▶ _WHAT YOU ARE ASKED TO DO_
Begin with the first line of the material and write out each line exactly, ending with the line that contains "1px #14616a) drop-shadow(0". Pictures are not part of the copy.

▶ _DATA EXCERPTS_

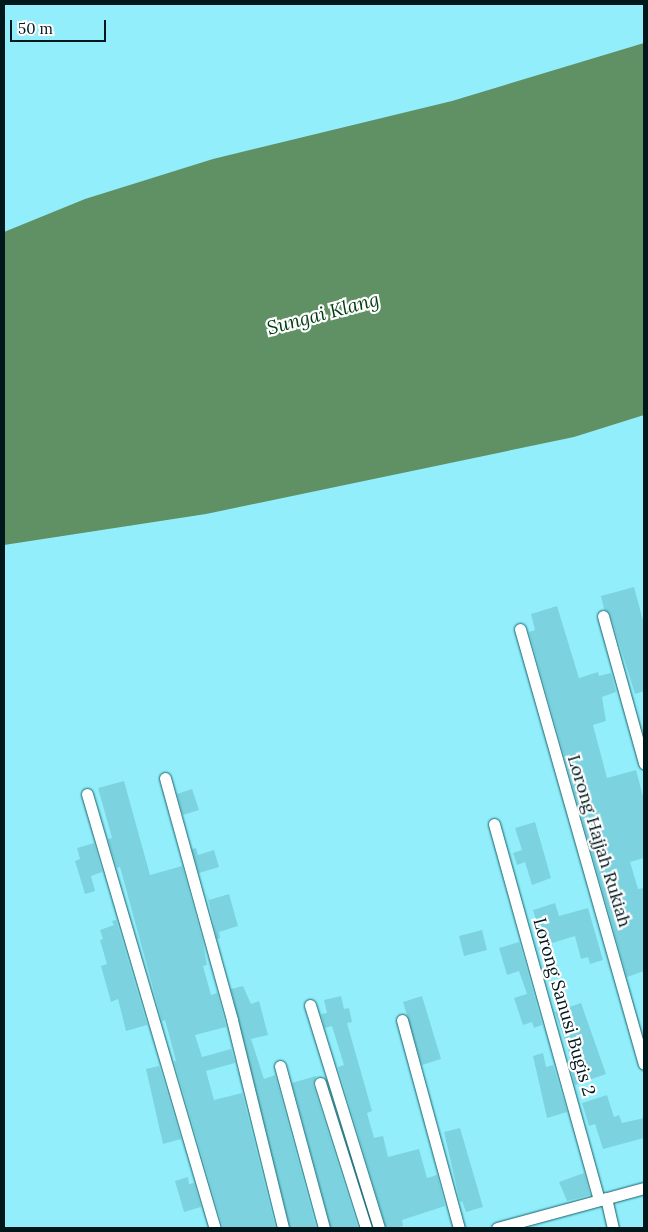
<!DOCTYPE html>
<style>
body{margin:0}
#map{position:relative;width:648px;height:1232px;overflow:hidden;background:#93eefb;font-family:Lora,serif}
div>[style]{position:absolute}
.water>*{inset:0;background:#5f9164}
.building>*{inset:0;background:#7cd3df}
.roads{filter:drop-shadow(0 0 1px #14616a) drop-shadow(0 0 1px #14616a)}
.minor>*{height:11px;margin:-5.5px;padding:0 5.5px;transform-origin:5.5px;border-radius:5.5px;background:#fff}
span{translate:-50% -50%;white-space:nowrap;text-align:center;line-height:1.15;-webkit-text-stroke:4.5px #fefefe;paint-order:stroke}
.street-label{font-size:18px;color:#00181b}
.water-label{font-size:19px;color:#013d11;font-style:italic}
.frame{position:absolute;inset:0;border:5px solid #00181b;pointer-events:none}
.scale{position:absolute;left:10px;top:20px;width:96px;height:22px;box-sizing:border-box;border:2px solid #00181b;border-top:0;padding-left:6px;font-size:15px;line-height:18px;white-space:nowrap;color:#00181b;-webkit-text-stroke:4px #fefefe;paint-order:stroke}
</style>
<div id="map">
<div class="water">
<i style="clip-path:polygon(644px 43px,644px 415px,574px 437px,206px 514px,4px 545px,4px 232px,85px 199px,213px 159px,452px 101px)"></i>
</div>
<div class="building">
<i style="clip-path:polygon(634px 587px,644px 624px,644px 691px,635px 694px,610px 614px,604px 609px,601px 596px)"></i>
<i style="clip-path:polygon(557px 606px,579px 678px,598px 672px,599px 676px,611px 673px,616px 692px,602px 697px,606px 721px,593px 725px,607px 778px,636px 770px,644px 800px,644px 858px,630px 862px,638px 889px,644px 888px,644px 971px,627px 977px,529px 632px,535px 630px,531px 614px)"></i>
<i style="clip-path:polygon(124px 781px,150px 875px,182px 866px,203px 943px,207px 965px,203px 966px,211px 995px,217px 993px,226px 1027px,195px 1035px,202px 1057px,231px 1049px,235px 1063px,206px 1071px,214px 1100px,242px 1093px,275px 1227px,223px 1228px,174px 1061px,176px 1061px,165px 1020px,162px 1021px,120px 867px,117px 868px,108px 839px,112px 838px,98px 788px)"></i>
<i style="clip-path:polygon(192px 789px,199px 810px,183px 815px,177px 794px)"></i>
<i style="clip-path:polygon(535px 822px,551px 878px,532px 885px,525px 862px,517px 865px,513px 853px,522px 850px,515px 828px)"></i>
<i style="clip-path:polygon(94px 843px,102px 872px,91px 876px,95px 891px,85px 894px,75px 861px,80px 859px,77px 848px)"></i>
<i style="clip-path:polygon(196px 848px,198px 855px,214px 850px,219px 867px,199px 873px,192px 849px)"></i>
<i style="clip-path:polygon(207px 894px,209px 900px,229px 894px,238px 926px,219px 932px,220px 938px,217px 939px)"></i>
<i style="clip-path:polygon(555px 903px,559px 916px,588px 908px,603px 960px,590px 964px,588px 957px,581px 959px,575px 936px,549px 944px,548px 938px,542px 940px,533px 910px)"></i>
<i style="clip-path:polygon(116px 920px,147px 1025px,126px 1031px,118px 999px,111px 1002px,101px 966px,107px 964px,100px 940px,103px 939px,100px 930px,114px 925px,112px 921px)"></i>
<i style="clip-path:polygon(482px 930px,487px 950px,464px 956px,459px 936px)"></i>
<i style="clip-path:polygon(519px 942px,533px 992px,527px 994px,519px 971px,507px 975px,499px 948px)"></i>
<i style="clip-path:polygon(243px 986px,251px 1004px,259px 1001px,268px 1035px,251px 1039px,264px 1079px,275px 1075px,316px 1228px,290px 1228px,231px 989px)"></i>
<i style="clip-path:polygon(533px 992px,542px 1025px,534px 1028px,532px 1022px,523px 1025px,514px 998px)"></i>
<i style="clip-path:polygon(341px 996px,344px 1009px,349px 1008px,352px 1022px,347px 1023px,372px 1111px,367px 1113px,374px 1138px,383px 1136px,388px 1157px,419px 1149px,427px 1178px,437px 1175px,445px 1206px,402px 1220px,403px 1226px,394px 1228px,386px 1228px,338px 1067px,344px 1065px,332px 1026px,325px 1028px,321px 1014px,327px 1013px,324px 1000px)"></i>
<i style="clip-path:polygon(422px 996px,441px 1059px,422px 1065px,403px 1002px)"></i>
<i style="clip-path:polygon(581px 1003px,606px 1074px,575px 1085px,568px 1061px,572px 1060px,555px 1012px)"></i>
<i style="clip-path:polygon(543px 1053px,546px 1067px,553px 1065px,567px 1112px,547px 1118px,533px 1056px)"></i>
<i style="clip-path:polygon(159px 1066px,181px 1139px,163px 1144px,146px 1069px)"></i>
<i style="clip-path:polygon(316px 1076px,313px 1085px,358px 1228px,331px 1228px,292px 1083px)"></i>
<i style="clip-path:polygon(607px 1095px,614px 1117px,619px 1115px,622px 1123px,644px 1118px,644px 1138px,603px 1149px,595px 1124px,589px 1126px,582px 1103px)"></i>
<i style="clip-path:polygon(460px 1128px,483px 1207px,466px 1212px,462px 1201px,460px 1202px,444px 1132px)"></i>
<i style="clip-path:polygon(584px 1173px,590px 1195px,567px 1201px,559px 1182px)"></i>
<i style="clip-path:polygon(188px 1177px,189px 1184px,194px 1183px,201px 1207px,184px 1212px,175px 1181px)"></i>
</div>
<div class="roads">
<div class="minor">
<i style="left:603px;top:616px;width:153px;rotate:74.4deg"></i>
<i style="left:520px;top:629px;width:452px;rotate:74.1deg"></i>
<i style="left:165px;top:778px;width:251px;rotate:74.5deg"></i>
<i style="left:232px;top:1020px;width:214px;rotate:76.2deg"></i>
<i style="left:87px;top:794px;width:452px;rotate:73.6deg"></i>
<i style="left:494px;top:824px;width:390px;rotate:74.4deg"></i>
<i style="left:310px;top:1005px;width:233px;rotate:72.8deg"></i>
<i style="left:402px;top:1020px;width:216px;rotate:74.7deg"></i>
<i style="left:280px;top:1066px;width:168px;rotate:74.8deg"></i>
<i style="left:320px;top:1083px;width:152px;rotate:72.4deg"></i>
<i style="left:606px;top:1198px;width:31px;rotate:77deg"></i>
<i style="left:497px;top:1228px;width:152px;rotate:-15.2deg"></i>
</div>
</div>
<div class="street-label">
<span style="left:599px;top:841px;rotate:73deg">Lorong Hajjah Rukiah</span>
<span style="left:564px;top:1007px;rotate:74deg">Lorong Sanusi Bugis 2</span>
</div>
<div class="water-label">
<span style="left:323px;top:314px;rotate:-15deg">Sungai Klang</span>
</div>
<div class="frame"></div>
<div class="scale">50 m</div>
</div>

▶ _REPLY_
<!DOCTYPE html>
<style>
body{margin:0}
#map{position:relative;width:648px;height:1232px;overflow:hidden;background:#93eefb;font-family:Lora,serif}
div>[style]{position:absolute}
.water>*{inset:0;background:#5f9164}
.building>*{inset:0;background:#7cd3df}
.roads{filter:drop-shadow(0 0 1px #14616a) drop-shadow(0 0 1px #14616a)}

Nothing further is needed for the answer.